The location
The site of Montcenis is chosen because of the presence of the Charbonnière, where the coal is renowned for its excellent quality and adequate for the new English procedures. In addition to that, there are small iron mines existing in its proximity (Antully, Chalencey…). And the geographic position of Montcenis, also near to the Saône River and the Loire River had to be also determining. For a foundry for cannons for the navy, it is important to be able to serve also towards the Atlantic Ocean and the Mediterranean Sea. This situation was still confirmed by the opening of the Canal du Centre in 1793. "You will not be able to name, in Europe, another factory which is as advantageously situated for the facility and as cheap for the importation of the raw materials and the exportation of the materials produced as this one."
M. de La METHERIE, 1787.
For the architecture of the buildings, the symmetries of the whole, the foundry was built like a castle. The architect, Pierre Toufaire, could not, of course, refer to any other model existing of this importance.

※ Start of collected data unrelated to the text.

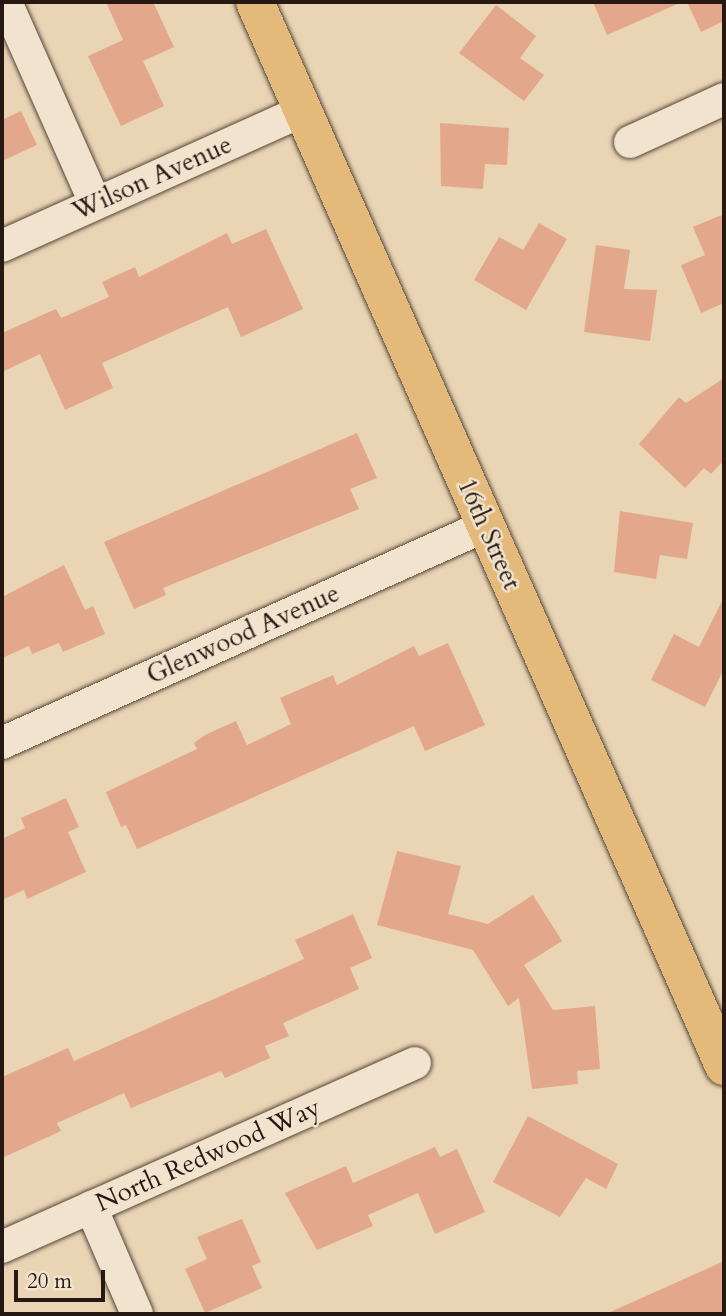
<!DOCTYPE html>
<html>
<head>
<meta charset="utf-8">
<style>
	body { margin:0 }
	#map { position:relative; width:726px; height:1316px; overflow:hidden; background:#e9d4b4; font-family:Cardo,serif }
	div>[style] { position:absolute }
	.building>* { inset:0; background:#e3a88c }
	.roads { filter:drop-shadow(0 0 2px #57473b) drop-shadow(0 0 2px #57473b) }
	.minor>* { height:32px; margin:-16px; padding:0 16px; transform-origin:16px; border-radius:16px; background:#f1e3ce }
	.major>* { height:38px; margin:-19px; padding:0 19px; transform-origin:19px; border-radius:19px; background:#e4ba7a }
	span { translate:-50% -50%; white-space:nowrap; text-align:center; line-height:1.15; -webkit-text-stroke:5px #f1e3ce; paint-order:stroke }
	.street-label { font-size:26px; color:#261813 }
	.frame { position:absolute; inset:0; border:4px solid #261813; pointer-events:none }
	.scale { position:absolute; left:14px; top:1270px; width:91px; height:32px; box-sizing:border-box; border:4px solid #261813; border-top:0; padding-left:9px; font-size:21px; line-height:24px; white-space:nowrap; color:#261813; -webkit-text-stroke:5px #f1e3ce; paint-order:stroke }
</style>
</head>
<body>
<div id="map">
	<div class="building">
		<i style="clip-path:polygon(106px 2px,153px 2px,174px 47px,143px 61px,164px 106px,121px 126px,88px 56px,123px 40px)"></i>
		<i style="clip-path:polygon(593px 2px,682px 2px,607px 35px)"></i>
		<i style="clip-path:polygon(687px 2px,724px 2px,724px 21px,701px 32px)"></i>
		<i style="clip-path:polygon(496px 5px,536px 36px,520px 58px,544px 75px,524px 101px,459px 53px)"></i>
		<i style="clip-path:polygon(21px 111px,37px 145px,2px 161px,2px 120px)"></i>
		<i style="clip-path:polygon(440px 123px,509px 128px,507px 165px,485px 164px,483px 189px,441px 186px)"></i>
		<i style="clip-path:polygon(724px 214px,724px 303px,701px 313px,681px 265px,705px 255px,693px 227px)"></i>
		<i style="clip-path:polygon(539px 223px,567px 239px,526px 310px,474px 280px,499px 237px,523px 250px)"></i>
		<i style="clip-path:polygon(266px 229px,303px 309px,241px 337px,228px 307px,102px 363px,113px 388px,65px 410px,40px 354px,2px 372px,2px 333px,56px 309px,61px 318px,109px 297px,102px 282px,135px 267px,139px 277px,227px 233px,232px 244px)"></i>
		<i style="clip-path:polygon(596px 245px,630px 250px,624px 289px,657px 290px,650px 341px,584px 332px)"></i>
		<i style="clip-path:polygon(724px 378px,724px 460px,711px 474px,704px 468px,685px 488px,639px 444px,679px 397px,686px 403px)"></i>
		<i style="clip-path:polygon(357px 433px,377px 478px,350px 489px,359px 509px,163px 588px,166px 595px,134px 609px,104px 542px)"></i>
		<i style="clip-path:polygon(620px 511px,693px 523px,687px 559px,660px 555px,656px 579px,614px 572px)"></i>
		<i style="clip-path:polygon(64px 565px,85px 610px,93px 606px,105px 634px,63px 652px,59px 643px,32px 654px,29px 646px,2px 658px,2px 597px)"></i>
		<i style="clip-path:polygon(724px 597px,724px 669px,705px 707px,651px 680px,674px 634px,699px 647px)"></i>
		<i style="clip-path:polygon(448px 643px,485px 725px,425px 751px,414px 726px,137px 849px,126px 825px,121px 827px,106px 792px,197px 749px,194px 743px,205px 735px,236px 721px,247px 745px,291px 724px,280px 698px,333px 675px,337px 685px,414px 646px,419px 656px)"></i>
		<i style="clip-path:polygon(66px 798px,79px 827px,68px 832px,86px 872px,27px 899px,24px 890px,2px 900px,2px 839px,25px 828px,21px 818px)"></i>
		<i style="clip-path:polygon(397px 851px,461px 866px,448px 914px,488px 924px,533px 895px,562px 941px,524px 965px,553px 1010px,595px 1006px,600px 1069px,577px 1071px,578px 1084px,532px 1089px,519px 998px,508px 1006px,473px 950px,377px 925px)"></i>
		<i style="clip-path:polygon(353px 914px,372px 958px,350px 968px,359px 989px,283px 1023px,289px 1036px,265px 1046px,270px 1058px,225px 1078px,221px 1071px,131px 1108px,124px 1093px,57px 1123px,61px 1131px,2px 1158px,2px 1077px,68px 1048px,74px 1061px,304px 959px,295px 940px)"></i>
		<i style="clip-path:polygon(528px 1116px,618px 1164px,606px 1189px,586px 1178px,560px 1217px,493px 1182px)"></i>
		<i style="clip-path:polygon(435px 1147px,440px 1157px,457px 1149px,485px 1212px,435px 1234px,418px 1193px,368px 1215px,373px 1226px,317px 1250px,285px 1193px,346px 1166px,353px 1183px)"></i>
		<i style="clip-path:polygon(242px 1219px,261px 1262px,252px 1266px,262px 1288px,205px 1313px,185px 1269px,207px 1259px,197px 1237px)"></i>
		<i style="clip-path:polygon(724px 1261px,724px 1314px,606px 1314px)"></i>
	</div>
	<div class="roads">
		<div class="minor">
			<i style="left:6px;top:2px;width:220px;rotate:66.1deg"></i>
			<i style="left:630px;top:142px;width:103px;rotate:-24.6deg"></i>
			<i style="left:2px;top:246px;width:329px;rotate:-24.2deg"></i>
			<i style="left:2px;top:743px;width:530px;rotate:-24.19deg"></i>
			<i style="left:91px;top:1207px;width:116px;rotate:66.7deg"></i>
			<i style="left:2px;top:1247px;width:452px;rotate:-24deg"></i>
		</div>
		<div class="major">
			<i style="left:255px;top:2px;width:1163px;rotate:66.21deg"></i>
		</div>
	</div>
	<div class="street-label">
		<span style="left:152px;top:178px;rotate:-24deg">Wilson Avenue</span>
		<span style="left:489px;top:534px;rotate:66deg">16th Street</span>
		<span style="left:243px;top:634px;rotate:-24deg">Glenwood Avenue</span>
		<span style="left:208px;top:1155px;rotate:-24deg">North Redwood Way</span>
	</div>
	<div class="frame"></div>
	<div class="scale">20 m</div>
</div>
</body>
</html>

Thus he integrated the programme for a factory in a place composed and aligned of the image of the castles from the 17th and 18th centuries; the resting room of the master becoming the foundry hall, the aisles becoming the workshops, the common rooms becoming the quarters of the workers, the foundry assuming thus the functions of a town which did not exist yet (habitat).
On the eve of the French Revolution, the technicians such as de Wendel and Wilkinson left France, and on the other hand, the products were not of a good enough quality anymore. However, this first coke foundry stayed a visiting place obligatory to the knowing of the epoch. Monge and Lavoisier came there to make their experiences, Daubenton described it as "a wonder of the world", Baudot finds himself carried "to the entry of the admiral's foundry", and Guyton saw a "new Mount Etna" there…
The reality was totally different, the technical problems and the financial difficulties were the reasons for the foundry to go from bankruptcy to bankruptcy. Some important productions, however, were carried at the beginning of the 19th century as the truss of the granary in Paris and the fountain in Bondy.